EXERCISE >> Read through the data, and wherever a line holds the word "scale", write that line out.

(Stored records)
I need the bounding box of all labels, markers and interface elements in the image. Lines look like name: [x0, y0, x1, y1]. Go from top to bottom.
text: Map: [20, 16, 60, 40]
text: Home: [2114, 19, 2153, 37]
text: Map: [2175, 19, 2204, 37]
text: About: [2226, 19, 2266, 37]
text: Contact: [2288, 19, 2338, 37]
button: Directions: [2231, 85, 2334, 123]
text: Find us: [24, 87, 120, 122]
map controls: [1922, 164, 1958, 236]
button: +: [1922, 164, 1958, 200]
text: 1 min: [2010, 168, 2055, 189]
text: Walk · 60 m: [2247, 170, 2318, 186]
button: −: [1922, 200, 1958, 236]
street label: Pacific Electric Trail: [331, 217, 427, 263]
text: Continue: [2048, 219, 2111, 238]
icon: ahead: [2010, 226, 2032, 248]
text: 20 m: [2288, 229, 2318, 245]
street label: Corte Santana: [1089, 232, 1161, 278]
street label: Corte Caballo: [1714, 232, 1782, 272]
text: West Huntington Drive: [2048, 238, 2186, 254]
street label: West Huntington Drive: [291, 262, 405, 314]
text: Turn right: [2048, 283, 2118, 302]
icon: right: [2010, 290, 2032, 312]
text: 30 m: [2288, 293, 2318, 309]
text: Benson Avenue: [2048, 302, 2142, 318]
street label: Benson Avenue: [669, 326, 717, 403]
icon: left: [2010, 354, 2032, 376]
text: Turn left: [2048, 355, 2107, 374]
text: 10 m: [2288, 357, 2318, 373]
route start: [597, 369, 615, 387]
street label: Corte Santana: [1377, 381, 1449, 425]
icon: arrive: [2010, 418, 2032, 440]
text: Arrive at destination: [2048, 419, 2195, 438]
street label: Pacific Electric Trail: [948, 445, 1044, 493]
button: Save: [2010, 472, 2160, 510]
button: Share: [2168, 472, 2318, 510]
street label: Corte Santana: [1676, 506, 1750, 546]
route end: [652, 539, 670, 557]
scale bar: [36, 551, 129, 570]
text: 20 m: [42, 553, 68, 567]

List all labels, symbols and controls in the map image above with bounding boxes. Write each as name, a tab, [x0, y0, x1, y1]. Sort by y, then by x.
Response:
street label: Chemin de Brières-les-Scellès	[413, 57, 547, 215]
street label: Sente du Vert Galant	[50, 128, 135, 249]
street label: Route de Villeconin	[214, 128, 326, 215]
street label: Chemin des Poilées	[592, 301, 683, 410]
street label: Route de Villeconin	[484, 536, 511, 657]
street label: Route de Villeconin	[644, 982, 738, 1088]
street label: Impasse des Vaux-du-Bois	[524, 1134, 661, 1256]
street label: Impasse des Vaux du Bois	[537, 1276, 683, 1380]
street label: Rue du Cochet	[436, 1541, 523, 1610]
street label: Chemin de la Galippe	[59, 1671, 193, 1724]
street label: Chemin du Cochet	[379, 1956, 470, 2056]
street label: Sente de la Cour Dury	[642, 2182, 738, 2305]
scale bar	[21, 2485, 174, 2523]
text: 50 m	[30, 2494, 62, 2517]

SOLUTION TO THIS EXERCISE >>
scale bar: [36, 551, 129, 570]
scale bar	[21, 2485, 174, 2523]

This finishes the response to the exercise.